Last Updated: March 6th, 2026
Qualifying Services
All services qualify for SLA.Qualifying Events
SLA credits are generally issued when you open a ticket requesting for SLA to be claimable. A ticket must be opened within 72 hours of a qualifying event in order to be eligible for SLA compensation. These qualifying events may include, but are not limited to:- Network Outages
- Power Outages
- Datacenter Failures
- Host Node Issues
- Network Packet Loss
- Network Throughput Issues
- Failures Caused by the Client
- Failures on an Individual VPS
- Performance Issues
- Scheduled Maintenance Period
- VPS Cancellation/Suspension
- DDoS Attacks
Our Guarantee
We guarantee a 99% uptime SLA across all of our services. Here is a chart of the credits we will provide:| Downtime Period | Service Credit |
|---|---|
| 1 Hour of Downtime | Service Extended by 1 Day |
| 2 Hours of Downtime | Service Extended by 2 Days |
| 3 Hours of Downtime | Service Extended by 3 Days |
| 4 Hours of Downtime | Service Extended by 4 Days |
| 5 Hours of Downtime | Service Extended by 5 Days |
| 6 Hours of Downtime | Service Extended by 6 Days |
| 7+ Hours of Downtime | Service Extended by 2 Weeks |
Claiming SLA Credits
Please note that in order to claim the SLA credits, you must meet the following requirements:- Your account must be in good standing.

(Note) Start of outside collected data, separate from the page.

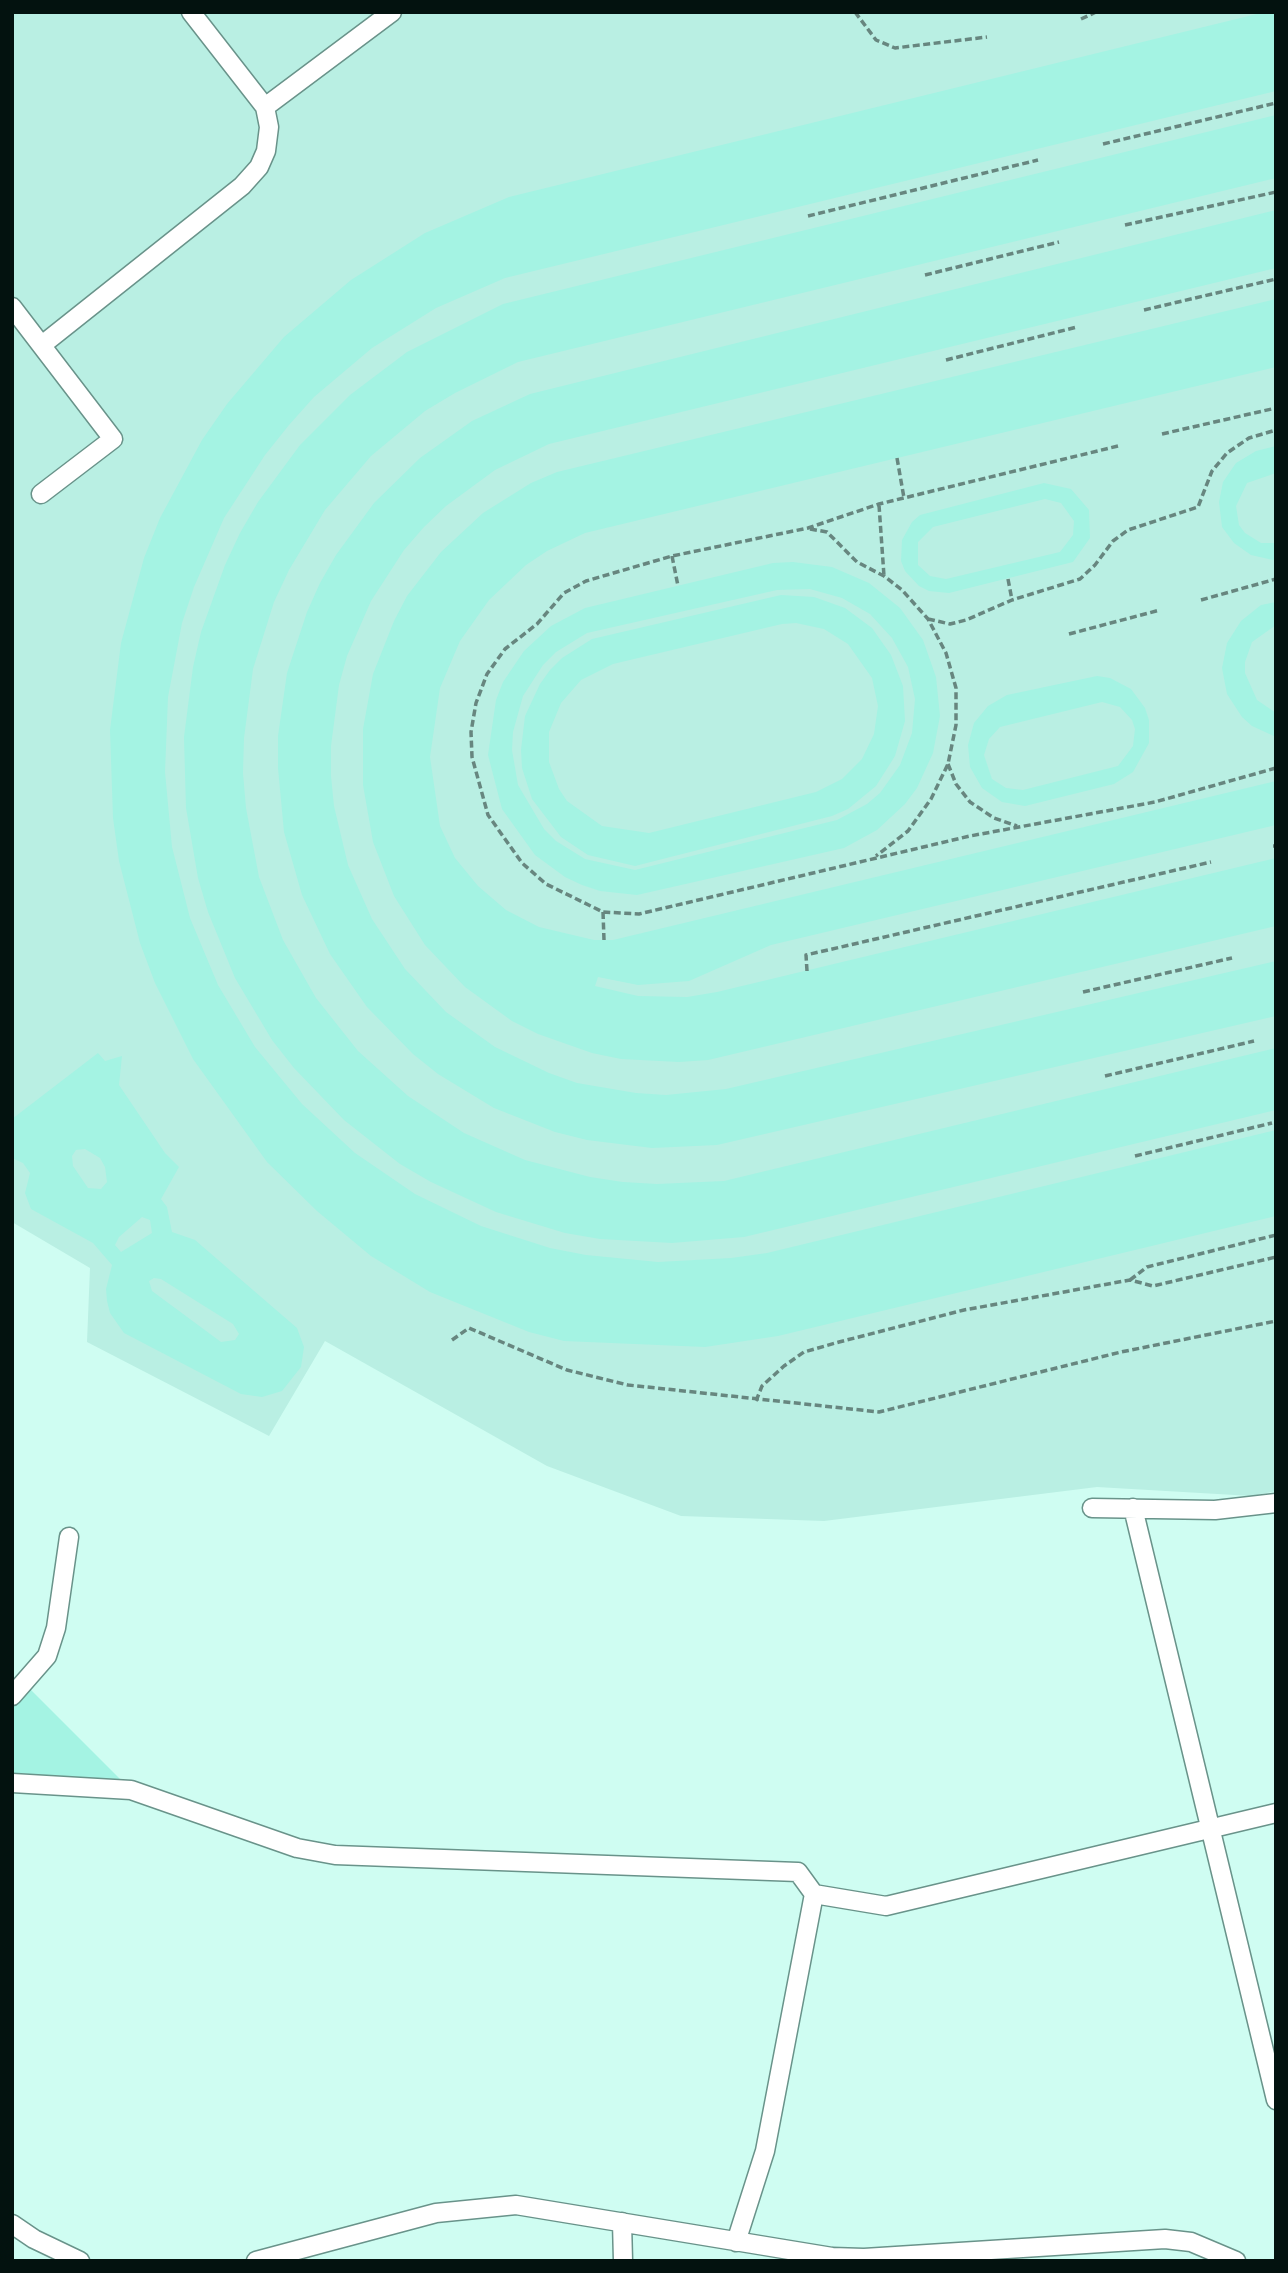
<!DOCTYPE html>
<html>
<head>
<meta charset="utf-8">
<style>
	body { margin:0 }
	#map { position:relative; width:1288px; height:2273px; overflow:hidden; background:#cffdf2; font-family:Overpass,sans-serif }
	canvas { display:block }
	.frame { position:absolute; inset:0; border:14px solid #03120f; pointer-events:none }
</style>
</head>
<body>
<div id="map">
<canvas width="1288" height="2273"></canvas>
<div class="frame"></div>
</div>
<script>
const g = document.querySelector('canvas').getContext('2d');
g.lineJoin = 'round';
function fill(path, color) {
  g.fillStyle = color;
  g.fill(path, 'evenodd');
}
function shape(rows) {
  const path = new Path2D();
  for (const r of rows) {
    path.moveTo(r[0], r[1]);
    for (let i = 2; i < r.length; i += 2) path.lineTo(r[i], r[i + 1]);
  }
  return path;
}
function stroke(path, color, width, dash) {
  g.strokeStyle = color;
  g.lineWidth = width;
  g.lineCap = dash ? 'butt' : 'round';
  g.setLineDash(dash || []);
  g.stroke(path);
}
fill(shape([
	[12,12,1276,12,1276,1491,1252,1496,1097,1487,824,1521,681,1516,547,1466,325,1341,269,1436,87,1342,90,1268,12,1222]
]), '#b9efe3');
fill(shape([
	[1265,12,1276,12,1276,91,505,278,436,308,372,348,314,397,289,425,265,455,224,518,194,587,182,623,168,697,165,772,172,847,190,918,218,985,255,1047,302,1104,355,1153,415,1194,481,1226,550,1248,586,1255,658,1262,731,1258,767,1253,1276,1130,1276,1216,778,1336,705,1347,564,1341,529,1332,430,1292,371,1256,317,1211,267,1162,193,1059,155,983,140,943,119,861,113,818,110,730,121,643,144,558,160,518,202,440,227,404,284,337,351,280,425,233,509,197],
	[1276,115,1276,178,518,362,455,393,425,411,371,456,325,510,289,570,274,602,253,669,244,738,243,773,246,808,259,877,283,940,316,998,358,1051,408,1096,464,1133,525,1160,590,1177,623,1182,657,1184,724,1181,1276,1048,1276,1110,744,1237,672,1243,600,1239,565,1233,496,1212,431,1182,400,1164,344,1120,294,1068,272,1040,235,978,208,912,198,878,186,808,184,737,193,667,201,632,225,565,240,533,258,502,300,445,350,395,407,352,503,304],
	[1276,210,1276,268,549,444,495,470,446,506,424,527,404,550,371,601,347,656,339,685,331,746,331,776,334,806,348,865,372,919,405,969,446,1012,495,1047,549,1073,577,1083,636,1093,666,1095,726,1089,1276,961,1276,1016,717,1145,652,1148,587,1140,555,1132,494,1108,438,1074,413,1054,367,1007,330,954,302,895,284,832,278,768,278,736,287,673,307,612,320,583,336,555,374,503,420,458,472,421,530,394],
	[1276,299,1276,367,585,533,547,551,526,565,489,600,460,641,440,688,430,757,440,826,455,858,478,886,506,910,539,927,594,940,613,940,1276,781,1276,825,771,945,689,981,638,985,598,977,595,986,638,996,687,997,717,992,1276,858,1276,926,708,1060,679,1062,621,1059,592,1053,538,1034,512,1021,465,987,425,945,394,896,373,842,363,785,363,729,373,674,394,621,407,596,441,552,483,513,531,483,557,472],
	[1276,446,1276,473,1247,483,1236,506,1239,525,1245,533,1261,543,1276,543,1276,559,1273,560,1251,555,1234,543,1222,527,1219,502,1223,482,1236,463,1256,451],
	[1044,483,1071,489,1089,510,1090,538,1073,562,949,593,929,591,919,586,905,571,901,561,902,540,912,522,920,515],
	[1045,499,1061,503,1074,521,1073,535,1060,552,946,579,930,576,918,565,918,542,933,527],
	[793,562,832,567,869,583,900,608,923,640,936,677,940,716,933,753,917,788,905,804,877,830,844,848,637,895,600,891,582,885,565,877,535,855,502,809,488,755,496,700,503,682,524,651,551,626,585,608,773,563],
	[810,589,842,598,870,614,892,638,908,667,915,699,912,733,900,765,880,793,867,804,837,820,635,870,585,859,556,841,544,829,518,785,512,750,513,732,523,696,543,665,556,652,587,633,777,590],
	[781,595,814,597,845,608,872,628,891,655,903,686,905,721,895,756,876,786,848,809,832,816,635,866,588,855,561,837,532,799,522,768,521,750,525,716,540,684,550,670,562,658,592,639],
	[796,623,824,629,848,644,872,678,878,706,874,734,862,759,842,779,816,792,649,833,602,826,567,801,559,789,549,762,549,732,561,703,581,680,613,664,782,624],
	[1276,602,1276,625,1252,642,1245,662,1245,673,1257,700,1276,713,1276,737,1252,726,1242,717,1227,694,1222,668,1227,643,1241,621,1261,605],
	[1097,676,1110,678,1131,689,1145,708,1149,720,1149,743,1133,772,1114,784,1025,806,1002,802,982,788,970,767,968,745,974,723,988,706,1007,695],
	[1102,702,1120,707,1132,720,1135,729,1133,746,1118,766,1023,790,1006,788,992,779,984,755,989,739,1000,727],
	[98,1053,105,1061,122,1056,119,1085,165,1153,179,1167,161,1199,167,1207,172,1232,195,1240,297,1328,304,1347,301,1367,282,1391,262,1397,241,1394,124,1333,110,1313,107,1301,106,1289,112,1265,93,1243,31,1209,25,1193,30,1173,23,1163,12,1158,12,1119],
	[85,1149,100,1158,105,1167,107,1182,101,1189,88,1188,73,1166,72,1156,76,1150],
	[142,1217,150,1220,152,1233,121,1252,115,1245,119,1237],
	[154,1278,161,1279,233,1324,239,1334,235,1340,221,1342,152,1291,149,1281],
	[25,1684,131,1790,12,1783,12,1696]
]), '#a4f3e3');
const minor = shape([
	[265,107,392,12],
	[12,307,113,439,41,494],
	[42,345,242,186,259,167,266,151,269,127,265,107,191,12],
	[1092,1508,1215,1510,1276,1503],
	[1133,1508,1276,2100],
	[12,1696,47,1656,56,1628,69,1537],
	[12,1783,131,1790,297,1848,335,1855,798,1872,814,1894,765,2151,736,2242],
	[814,1894,886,1906,1276,1813],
	[622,2222,623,2261],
	[12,2224,34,2239,80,2261],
	[256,2261,436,2213,516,2205,832,2257,864,2258,1165,2239,1191,2242,1236,2261]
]);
stroke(minor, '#69938a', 21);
stroke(shape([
	[855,12,876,40,895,48,987,37],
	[1081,19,1096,12],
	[1103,144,1276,103],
	[808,216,1038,160],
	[1125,225,1276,192],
	[925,275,1059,242],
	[1144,310,1276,279],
	[946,360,1077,327],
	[1162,434,1276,408],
	[1118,446,879,504,808,528,672,556,586,581,564,593,537,624,505,649,487,674,476,703,471,732,472,757,488,815,522,863,546,884,603,912,639,914,970,836,1155,802,1276,768],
	[897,458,904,498],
	[879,505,884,576],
	[810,529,827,532,857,562,884,576,902,590,928,619,946,653,956,688,956,725,948,764,931,799,908,831,876,856],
	[672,556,678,586],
	[1008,579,1012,600],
	[1201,600,1276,579],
	[928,619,950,624,966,620,1012,600,1080,579,1095,565,1113,541,1128,530,1198,507,1212,471,1227,453,1249,438,1276,430],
	[1069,634,1160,610],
	[948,764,956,784,970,802,994,818,1017,826],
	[1273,846,1276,846],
	[603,912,604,940],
	[807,971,806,955,1211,862],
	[1083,992,1232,958],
	[1105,1076,1254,1041],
	[1135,1156,1272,1123],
	[1130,1280,1147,1267,1276,1235],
	[452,1340,469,1328,567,1370,628,1385,879,1412,1121,1352,1276,1321],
	[756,1401,762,1386,784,1366,804,1352,839,1342,964,1310,1130,1280,1153,1286,1276,1257]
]), '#67867f', 3.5, [7, 3.5]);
stroke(minor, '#fff', 18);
</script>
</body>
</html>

- You must not have created a chargeback.
- You must have created a ticket within 72 hours of the qualifying event.
- Your service must not be cancelled/suspended.
- SLA can only be claimed once per incident
Multiple outages in a row can be considered part of the same incident, as long as the root cause is the same. For example, if your host node were to go offline due to an issue with an SSD (as an example), momentarily comes back online, and then goes back offline due to the same problem, that would be considered as one incident/event and can only have SLA claimable once. We reserve the right to deny SLA compensation depending on the circumstances.